Well-differentiated liposarcoma is further subdivided into the lipoma-like (adipocytic), sclerosing, inflammatory and spindle cell subtypes, of which the first two are by far the commoner. Our case was an example of the lipoma-like variant of well-differentiated liposarcoma. These tumours, as they sound, are composed mainly of univacuolated adipocytes showing some variation in size and shape, associated with only scattered multivacuolated lipoblasts (the presence of which are an absolute prerequisite for the diagnosis of liposarcoma) and occasional hyperchromatic spindle or stellate cells, which are often found within dense fibrous septa [13]. It has been suggested that these thick septa, which contain skeletal muscle elements, may be one method of differentiating malignant tumours from simple lipomas, on fat-suppressed T1-weighted MR images after gadolinium (III) diethyltriaminepentaacetic acid (Gd-DTPA) administration [14]. Other features that suggest malignancy include increased patient age, large lesion size, presence of nodular/and or globular or non-adipose mass-like areas, and decreased percentage of fat composition [15].

Cytogenetically, well-differentiated liposarcomas appear to be relatively homogenous, exhibiting characteristic ring, as well as giant marker chromosomes, containing amplified genetic material derived from the 12q 13–15 chromosome region [16].
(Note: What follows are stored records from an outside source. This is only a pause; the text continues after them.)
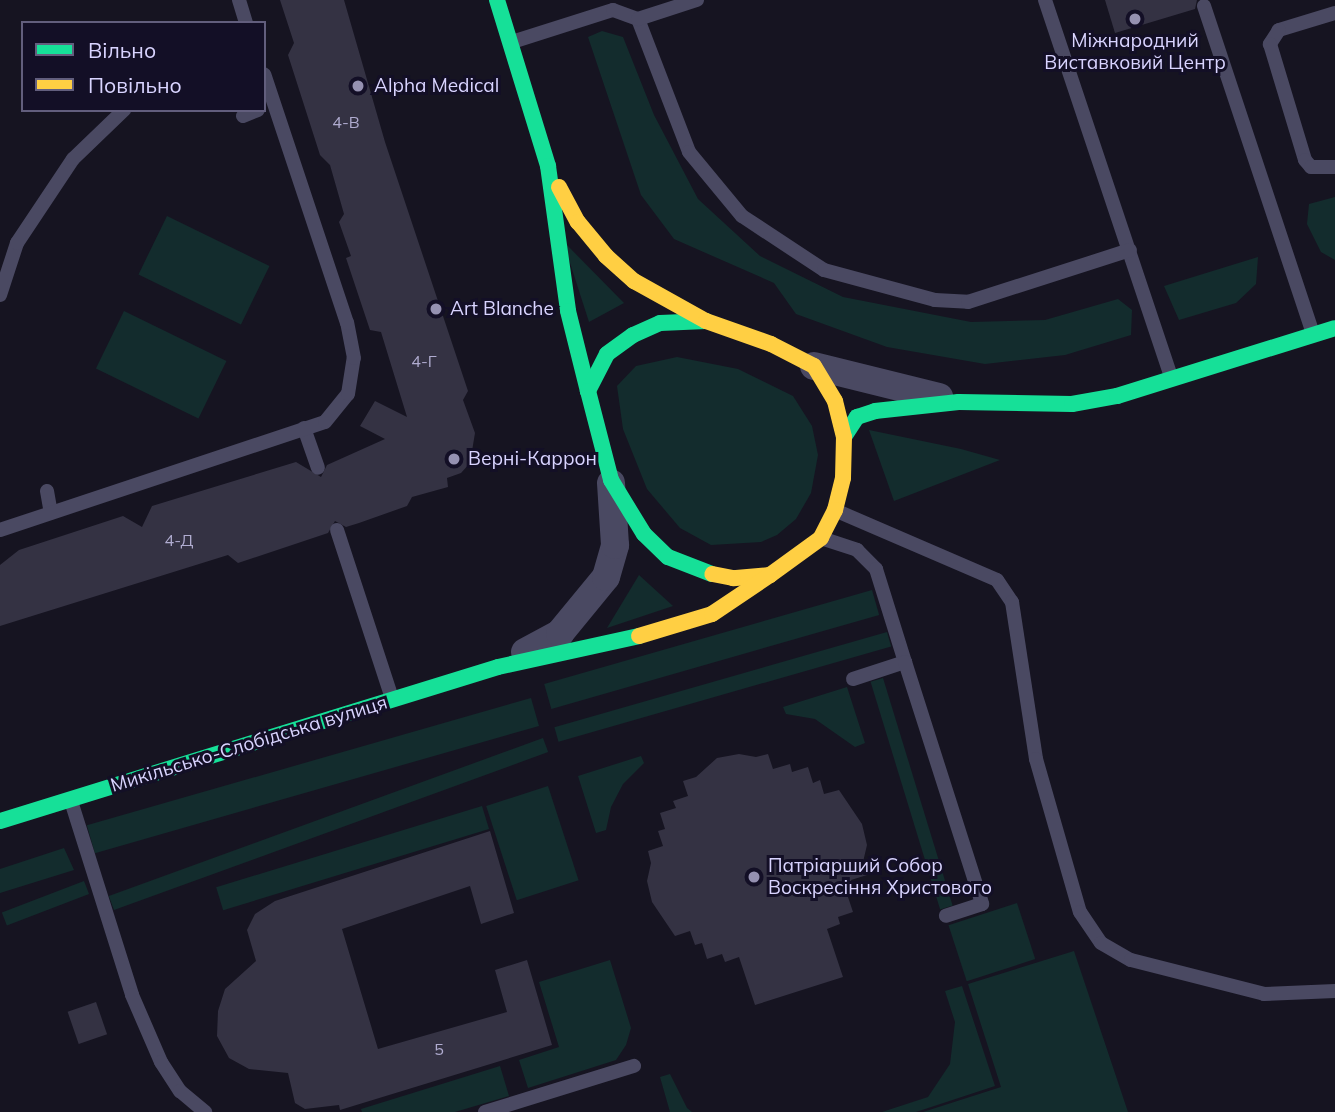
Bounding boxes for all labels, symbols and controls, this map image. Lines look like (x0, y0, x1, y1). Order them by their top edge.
marker: Міжнародний Виставковий Центр (1127, 11, 1143, 27)
legend (21, 21, 266, 112)
place label: Міжнародний Виставковий Центр (1044, 30, 1226, 74)
text: Вільно (88, 37, 156, 63)
text: Повільно (88, 72, 182, 98)
place label: Alpha Medical (374, 75, 499, 97)
marker: Alpha Medical (348, 76, 368, 96)
house number: 4-В (332, 112, 360, 132)
place label: Art Blanche (450, 298, 554, 320)
marker: Art Blanche (428, 301, 444, 317)
house number: 4-Г (411, 351, 437, 371)
place label: Верні-Каррон (468, 448, 597, 470)
marker: Верні-Каррон (446, 451, 462, 467)
house number: 4-Д (165, 530, 193, 550)
street label: Микільсько-Слобідська вулиця (108, 691, 390, 797)
place label: Патріарший Собор Воскресіння Христового (768, 855, 992, 899)
marker: Патріарший Собор Воскресіння Христового (746, 869, 762, 885)
house number: 5 (434, 1039, 444, 1059)

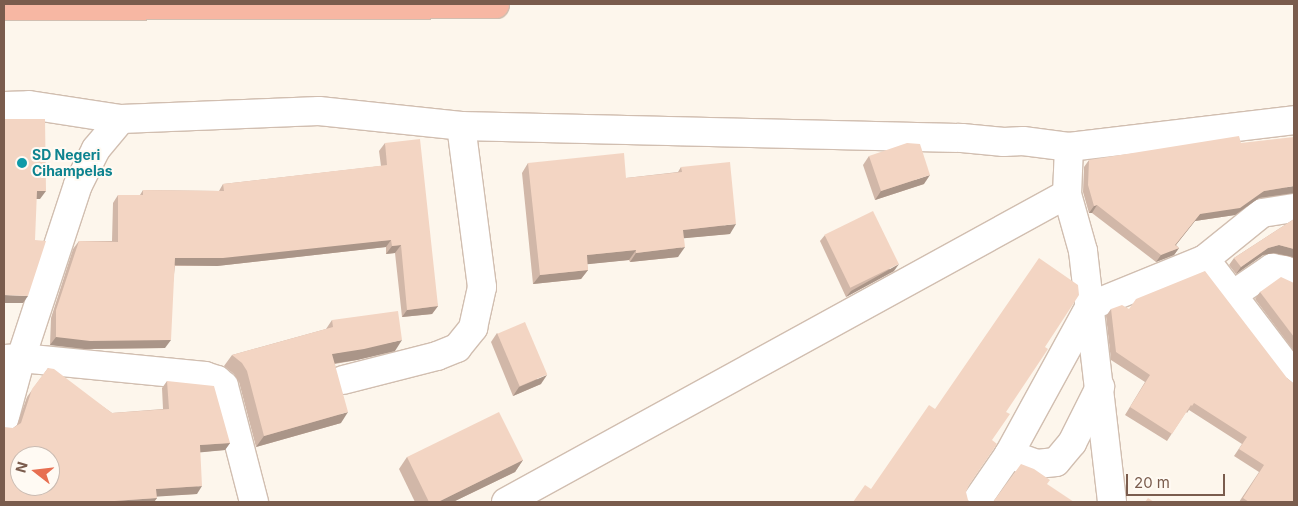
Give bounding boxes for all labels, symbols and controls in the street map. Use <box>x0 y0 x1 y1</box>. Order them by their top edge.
place label: SD Negeri Cihampelas <box>32 147 113 180</box>
marker: SD Negeri Cihampelas <box>16 157 28 169</box>
north arrow <box>10 446 60 496</box>
text: N <box>11 460 31 474</box>
scale bar <box>1128 464 1227 496</box>
text: 20 m <box>1134 473 1170 492</box>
It is important that all well-differentiated liposarcomas are extensively sampled, both to ensure identification of lipoblasts (hence avoiding confusion with, for example, intramuscular lipoma), and to exclude the presence of a dedifferentiated element. Such an area of dedifferentiation confers a much worse prognosis, with up to a 50% chance of metastasis [13]. Dedifferentiation is largely a time-dependent phenomenon that occurs in sites in which there is a high likelihood for clinical persistence of disease (e.g. the retroperitoneum) [16]. One study demonstrated that the time interval between diagnosis and dedifferentiation might be as long as 18 years [17]. However, the progression of the disease following dedifferentiation may be highly variable and probably depends on a number of factors, including the amount of dedifferentiation and type of therapy.
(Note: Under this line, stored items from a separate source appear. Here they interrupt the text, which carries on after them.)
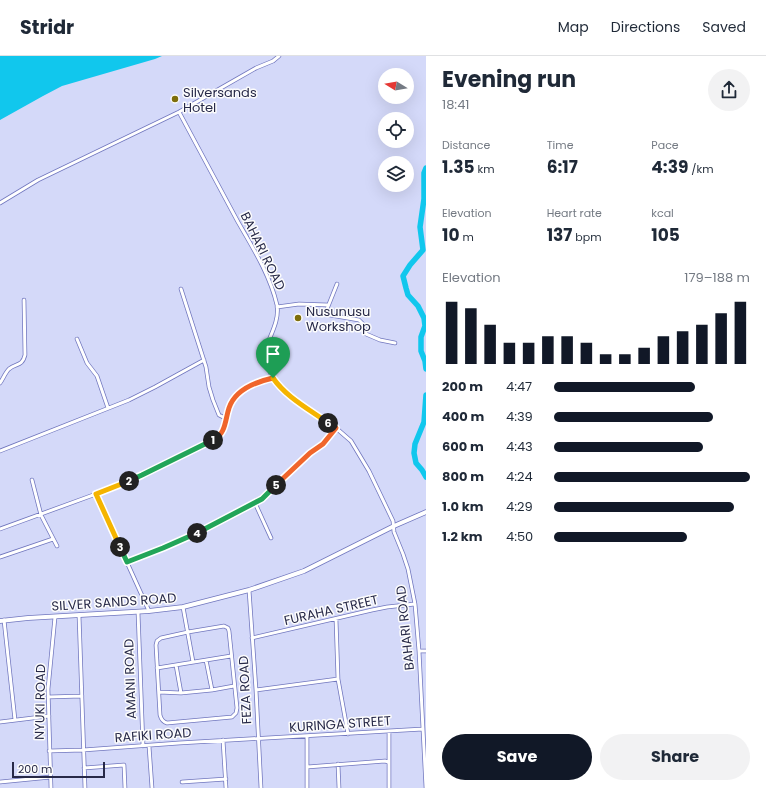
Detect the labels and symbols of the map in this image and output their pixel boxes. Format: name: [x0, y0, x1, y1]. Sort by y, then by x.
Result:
north arrow: [378, 68, 414, 104]
place label: Silversands Hotel: [183, 83, 257, 117]
marker: Silversands Hotel: [170, 94, 180, 104]
street label: BAHARI ROAD: [236, 209, 290, 293]
place label: Nusunusu Workshop: [306, 302, 371, 336]
marker: Nusunusu Workshop: [293, 313, 303, 323]
pin: [256, 337, 290, 378]
pin: 6: [318, 413, 338, 433]
pin: 1: [203, 430, 223, 450]
pin: 2: [119, 471, 139, 491]
pin: 5: [266, 475, 286, 495]
pin: 4: [187, 523, 207, 543]
pin: 3: [110, 537, 130, 557]
street label: BAHARI ROAD: [391, 585, 419, 671]
street label: SILVER SANDS ROAD: [51, 588, 177, 616]
street label: FURAHA STREET: [282, 590, 380, 630]
street label: AMANI ROAD: [119, 638, 141, 720]
street label: FEZA ROAD: [234, 655, 256, 725]
street label: NYUKI ROAD: [30, 664, 50, 740]
street label: KURINGA STREET: [288, 711, 392, 737]
street label: RAFIKI ROAD: [114, 723, 192, 747]
scale bar: [12, 760, 105, 779]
The classification of these tumours has been a source of debate for pathologists in recent years, but the current trend is to classify all pure well-differentiated cases arising in a limb as atypical lipoma, since, although they commonly recur, they never metastasise and therefore wide excision should be curative. Liposuction alone has been advocated as a possible treatment for these tumours [18]. However, tumours of the retroperitoneum, irrespective of microscopic appearance, have a five-year survival of approximately 35%, owing to their usual incomplete excision and repeated local recurrence with involvement of local structures [13].

In this particular case, we have employed CT as the radiological modality of follow-up. However, this decision was largely based on the availability of local resources and we would otherwise usually recommend MRI. As lipoma-like well-differentiated liposarcoma have only a low potential for recurrence, we would suggest that follow-up MRI need only be performed annually or when new symptoms evolve.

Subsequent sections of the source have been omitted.